Aim of the task
Among the entries below, count each line holding the word "Frailes". Write only the number.

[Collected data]
##############################

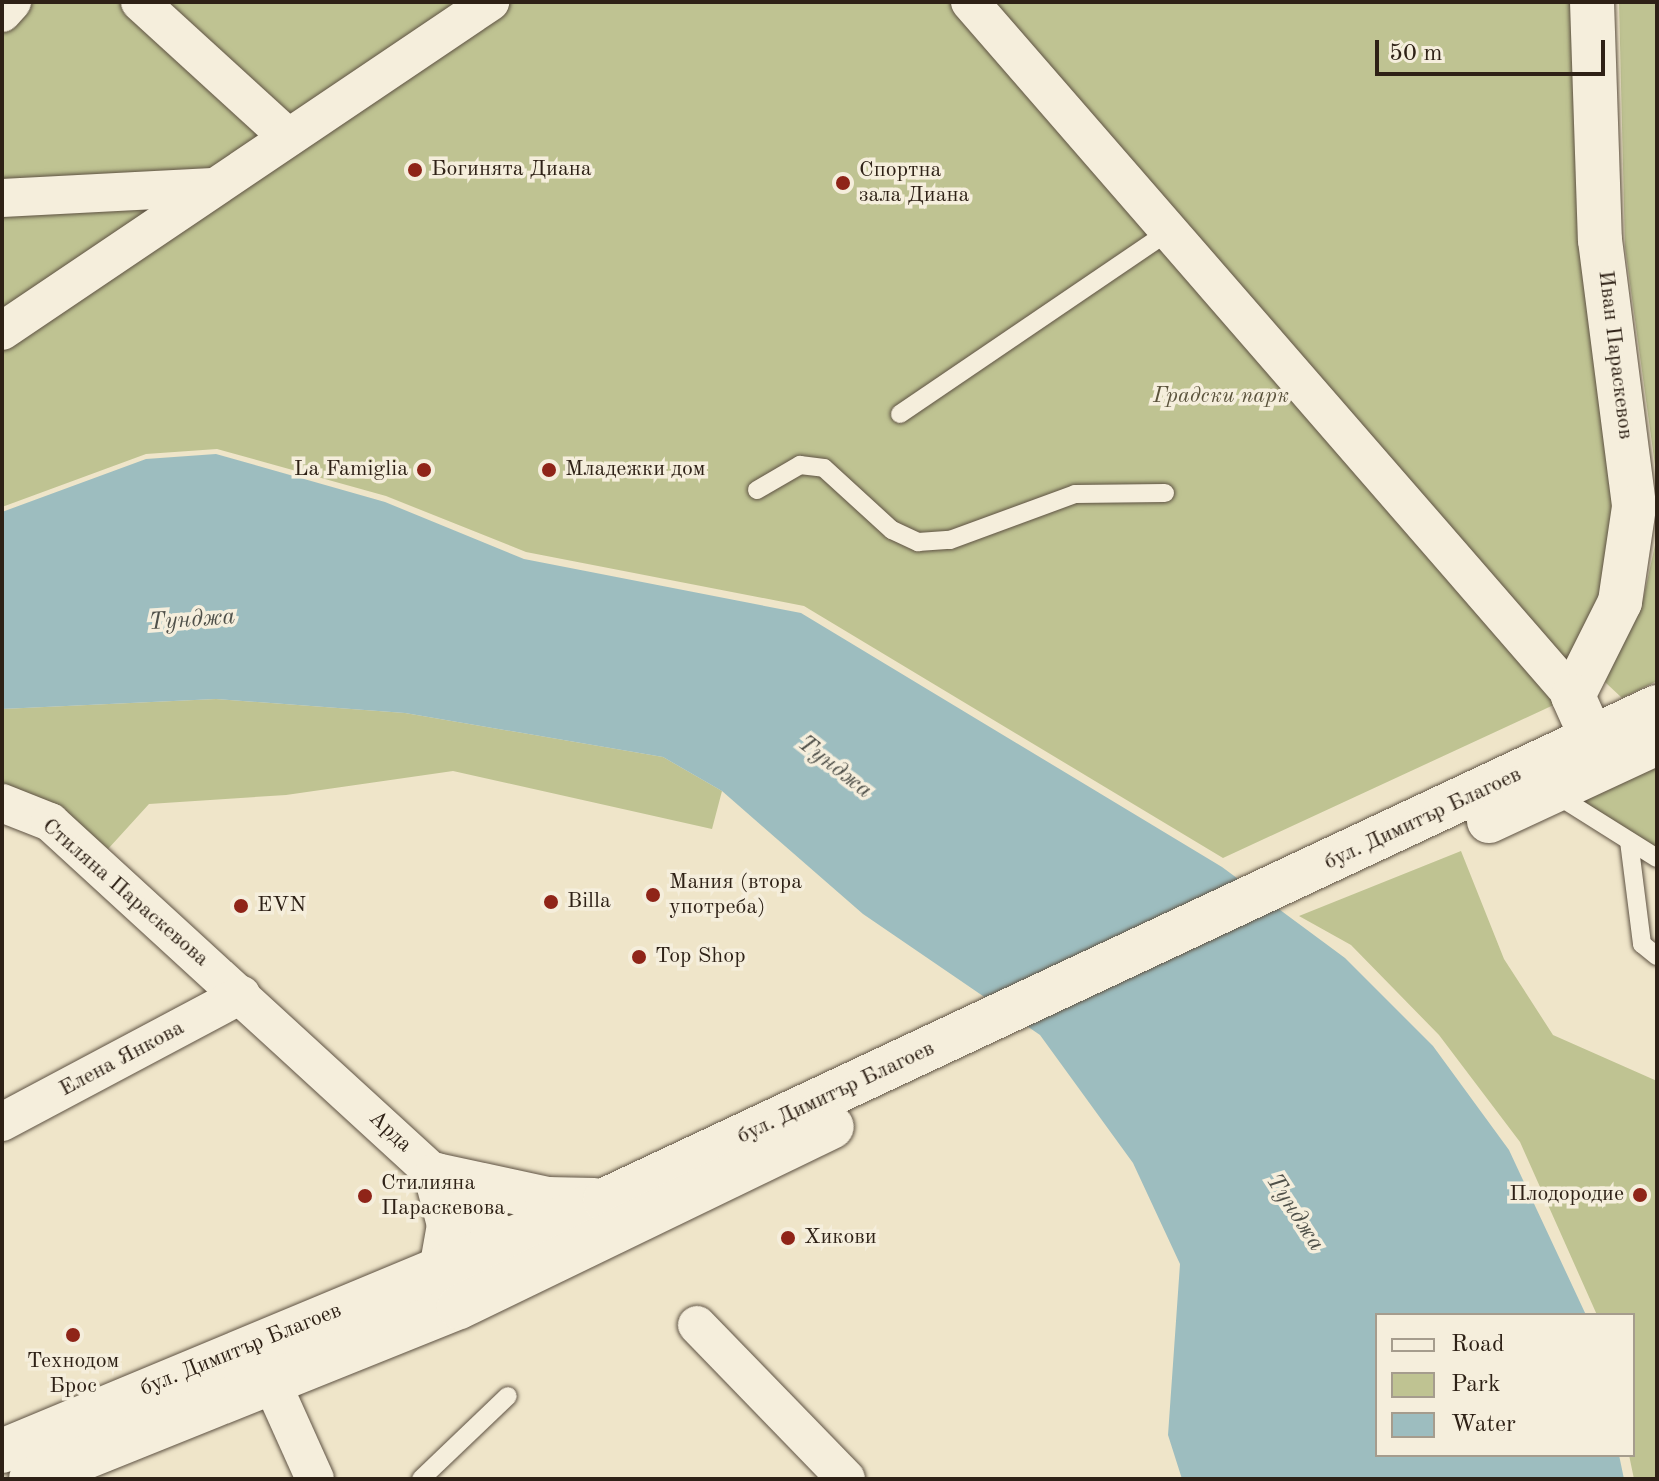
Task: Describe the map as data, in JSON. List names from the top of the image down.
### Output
{
  "streets": {
    "main road": ["Иван Параскевов", "бул. Димитър Благоев"],
    "street": ["Стиляна Параскевова", "Елена Янкова", "Арда"]
  },
  "crossings": [
    ["бул. Димитър Благоев", "Арда"],
    ["Стиляна Параскевова", "Елена Янкова"],
    ["Стиляна Параскевова", "Арда"],
    ["Елена Янкова", "Арда"]
  ],
  "water": ["Тунджа"],
  "parks": ["Градски парк"],
  "places": [
    "Богинята Диана",
    "Спортна зала Диана",
    "La Famiglia",
    "Младежки дом",
    "Мания (втора употреба)",
    "Billa",
    "EVN",
    "Top Shop",
    "Плодородие",
    "Стилияна Параскевова",
    "Хикови",
    "Технодом Брос"
  ],
  "legend": ["Road", "Park", "Water"],
  "scale_bar": "50 m"
}
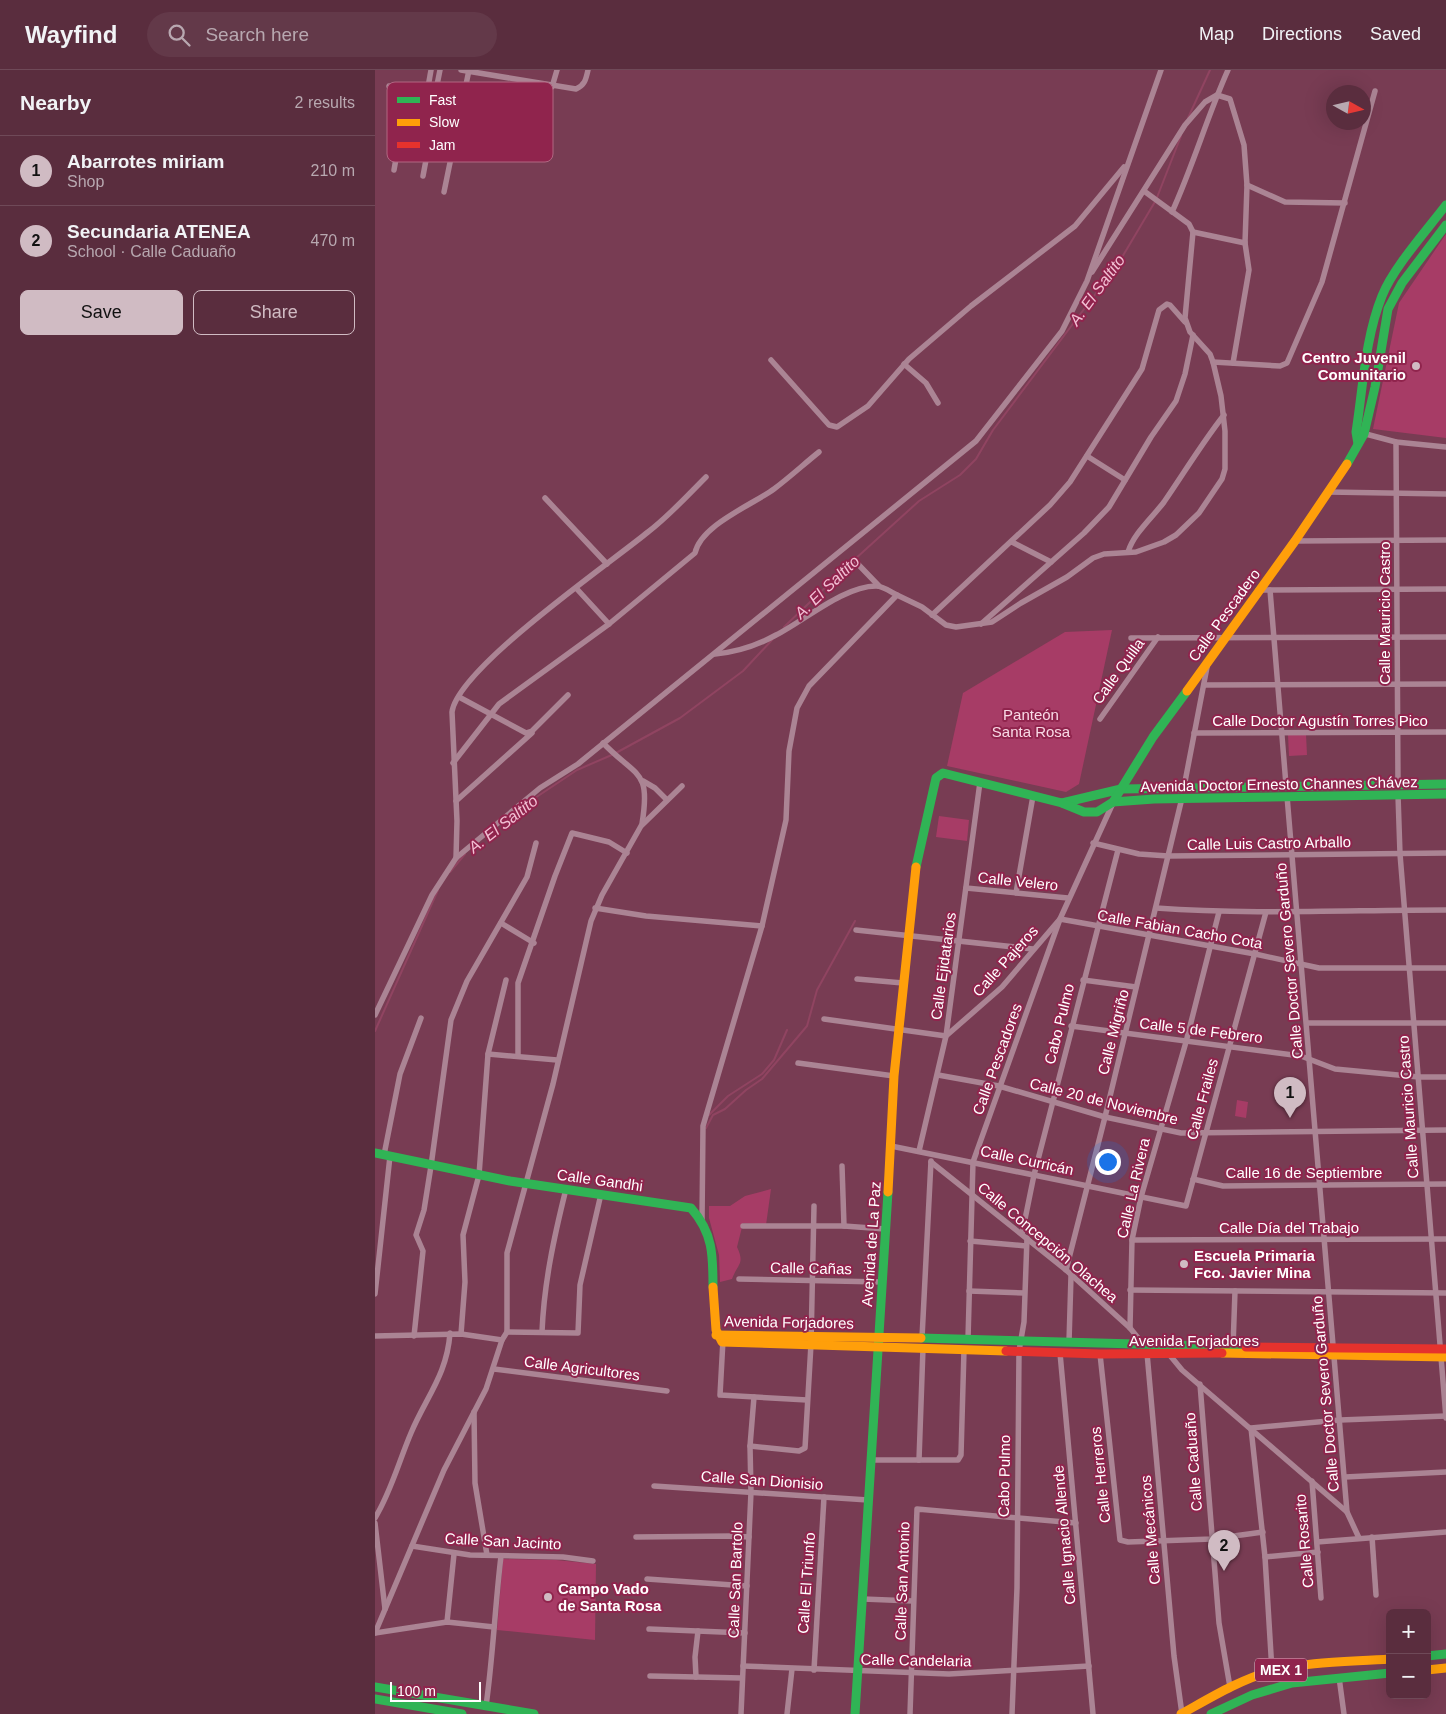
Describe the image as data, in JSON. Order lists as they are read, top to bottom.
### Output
{
  "streets": {
    "street": [
      "Calle Mauricio Castro",
      "Calle Pescadero",
      "Calle Quilla",
      "Calle Doctor Agustín Torres Pico",
      "Avenida Doctor Ernesto Channes Chávez",
      "Calle Luis Castro Arballo",
      "Calle Velero",
      "Calle Fabian Cacho Cota",
      "Calle Pajeros",
      "Calle Doctor Severo Garduño",
      "Calle Ejidatarios",
      "Cabo Pulmo",
      "Calle 5 de Febrero",
      "Calle Migriño",
      "Calle Pescadores",
      "Calle Frailes",
      "Calle 20 de Noviembre",
      "Calle Curricán",
      "Calle 16 de Septiembre",
      "Calle Gandhi",
      "Calle La Rivera",
      "Calle Día del Trabajo",
      "Calle Concepción Olachea",
      "Avenida de La Paz",
      "Calle Cañas",
      "Avenida Forjadores",
      "Calle Agricultores",
      "Calle Caduaño",
      "Calle Herreros",
      "Calle San Dionisio",
      "Calle Mecánicos",
      "Calle Ignacio Allende",
      "Calle San Jacinto",
      "Calle Rosarito",
      "Calle San Bartolo",
      "Calle San Antonio",
      "Calle El Triunfo",
      "Calle Candelaria",
      "MEX 1"
    ]
  },
  "crossings": [
    ["Calle Mauricio Castro", "Calle Doctor Agustín Torres Pico"],
    ["Calle Mauricio Castro", "Avenida Doctor Ernesto Channes Chávez"],
    ["Calle Mauricio Castro", "Calle Luis Castro Arballo"],
    ["Calle Mauricio Castro", "Calle Fabian Cacho Cota"],
    ["Calle Mauricio Castro", "Calle 5 de Febrero"],
    ["Calle Mauricio Castro", "Calle 20 de Noviembre"],
    ["Calle Mauricio Castro", "Calle 16 de Septiembre"],
    ["Calle Mauricio Castro", "Calle Día del Trabajo"],
    ["Calle Mauricio Castro", "Avenida Forjadores"],
    ["Calle Pescadero", "Avenida Doctor Ernesto Channes Chávez"],
    ["Calle Pescadero", "Calle Pescadores"],
    ["Avenida Doctor Ernesto Channes Chávez", "Calle Doctor Severo Garduño"],
    ["Avenida Doctor Ernesto Channes Chávez", "Calle Migriño"],
    ["Avenida Doctor Ernesto Channes Chávez", "Calle Pescadores"],
    ["Calle Luis Castro Arballo", "Calle Doctor Severo Garduño"],
    ["Calle Luis Castro Arballo", "Cabo Pulmo"],
    ["Calle Luis Castro Arballo", "Calle Migriño"],
    ["Calle Luis Castro Arballo", "Calle Pescadores"],
    ["Calle Velero", "Calle Ejidatarios"],
    ["Calle Velero", "Calle Pescadores"],
    ["Calle Fabian Cacho Cota", "Calle Pajeros"],
    ["Calle Fabian Cacho Cota", "Calle Doctor Severo Garduño"],
    ["Calle Fabian Cacho Cota", "Cabo Pulmo"],
    ["Calle Fabian Cacho Cota", "Calle Migriño"],
    ["Calle Fabian Cacho Cota", "Calle Pescadores"],
    ["Calle Fabian Cacho Cota", "Calle Frailes"],
    ["Calle Fabian Cacho Cota", "Calle La Rivera"],
    ["Calle Pajeros", "Calle Ejidatarios"],
    ["Calle Pajeros", "Calle Pescadores"],
    ["Calle Doctor Severo Garduño", "Calle 5 de Febrero"],
    ["Calle Doctor Severo Garduño", "Calle 20 de Noviembre"],
    ["Calle Doctor Severo Garduño", "Calle 16 de Septiembre"],
    ["Calle Doctor Severo Garduño", "Calle Día del Trabajo"],
    ["Calle Doctor Severo Garduño", "Avenida Forjadores"],
    ["Calle Ejidatarios", "Calle 20 de Noviembre"],
    ["Calle Ejidatarios", "Calle Curricán"],
    ["Calle Ejidatarios", "Avenida de La Paz"],
    ["Cabo Pulmo", "Calle 5 de Febrero"],
    ["Cabo Pulmo", "Calle 20 de Noviembre"],
    ["Cabo Pulmo", "Calle Curricán"],
    ["Cabo Pulmo", "Calle Concepción Olachea"],
    ["Cabo Pulmo", "Avenida Forjadores"],
    ["Cabo Pulmo", "Calle San Antonio"],
    ["Cabo Pulmo", "Calle Candelaria"],
    ["Calle 5 de Febrero", "Calle Migriño"],
    ["Calle 5 de Febrero", "Calle Frailes"],
    ["Calle 5 de Febrero", "Calle La Rivera"],
    ["Calle Migriño", "Calle 20 de Noviembre"],
    ["Calle Migriño", "Calle Curricán"],
    ["Calle Migriño", "Calle Concepción Olachea"],
    ["Calle Pescadores", "Calle 20 de Noviembre"],
    ["Calle Pescadores", "Calle Curricán"],
    ["Calle Pescadores", "Calle Concepción Olachea"],
    ["Calle Pescadores", "Avenida Forjadores"],
    ["Calle Frailes", "Calle 20 de Noviembre"],
    ["Calle Frailes", "Calle Curricán"],
    ["Calle Frailes", "Calle 16 de Septiembre"],
    ["Calle 20 de Noviembre", "Calle La Rivera"],
    ["Calle Curricán", "Calle La Rivera"],
    ["Calle Curricán", "Avenida de La Paz"],
    ["Calle La Rivera", "Calle Día del Trabajo"],
    ["Calle La Rivera", "Calle Concepción Olachea"],
    ["Calle Concepción Olachea", "Avenida Forjadores"],
    ["Calle Concepción Olachea", "Calle Mecánicos"],
    ["Avenida de La Paz", "Calle Cañas"],
    ["Avenida de La Paz", "Avenida Forjadores"],
    ["Avenida de La Paz", "Calle San Dionisio"],
    ["Avenida de La Paz", "Calle Candelaria"],
    ["Avenida Forjadores", "Calle Herreros"],
    ["Avenida Forjadores", "Calle Mecánicos"],
    ["Avenida Forjadores", "Calle Ignacio Allende"],
    ["Calle Caduaño", "Calle Herreros"],
    ["Calle Caduaño", "MEX 1"],
    ["Calle Herreros", "Calle Mecánicos"],
    ["Calle San Dionisio", "Calle San Bartolo"],
    ["Calle San Dionisio", "Calle El Triunfo"],
    ["Calle Mecánicos", "MEX 1"],
    ["Calle Ignacio Allende", "Calle Candelaria"],
    ["Calle San Bartolo", "Calle Candelaria"],
    ["Calle San Antonio", "Calle Candelaria"],
    ["Calle El Triunfo", "Calle Candelaria"]
  ],
  "water": ["A. El Saltito"],
  "parks": ["Panteón Santa Rosa"],
  "places": ["Centro Juvenil Comunitario", "Escuela Primaria Fco. Javier Mina", "Campo Vado de Santa Rosa"],
  "legend": ["Fast", "Slow", "Jam"],
  "scale_bar": "100 m",
  "north": "right",
  "page": {
    "header": "Wayfind",
    "search": "Search here",
    "nav": ["Map", "Directions", "Saved"],
    "heading": ["Nearby", "2 results"],
    "list": [
      {
        "mark": "1",
        "name": "Abarrotes miriam",
        "note": "Shop",
        "value": "210 m"
      },
      {
        "mark": "2",
        "name": "Secundaria ATENEA",
        "note": "School · Calle Caduaño",
        "value": "470 m"
      }
    ],
    "buttons": ["Save", "Share"],
    "pins": ["1", "2"],
    "map_buttons": ["+", "−"],
    "scale": "100 m"
  }
}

##############################

Output below
6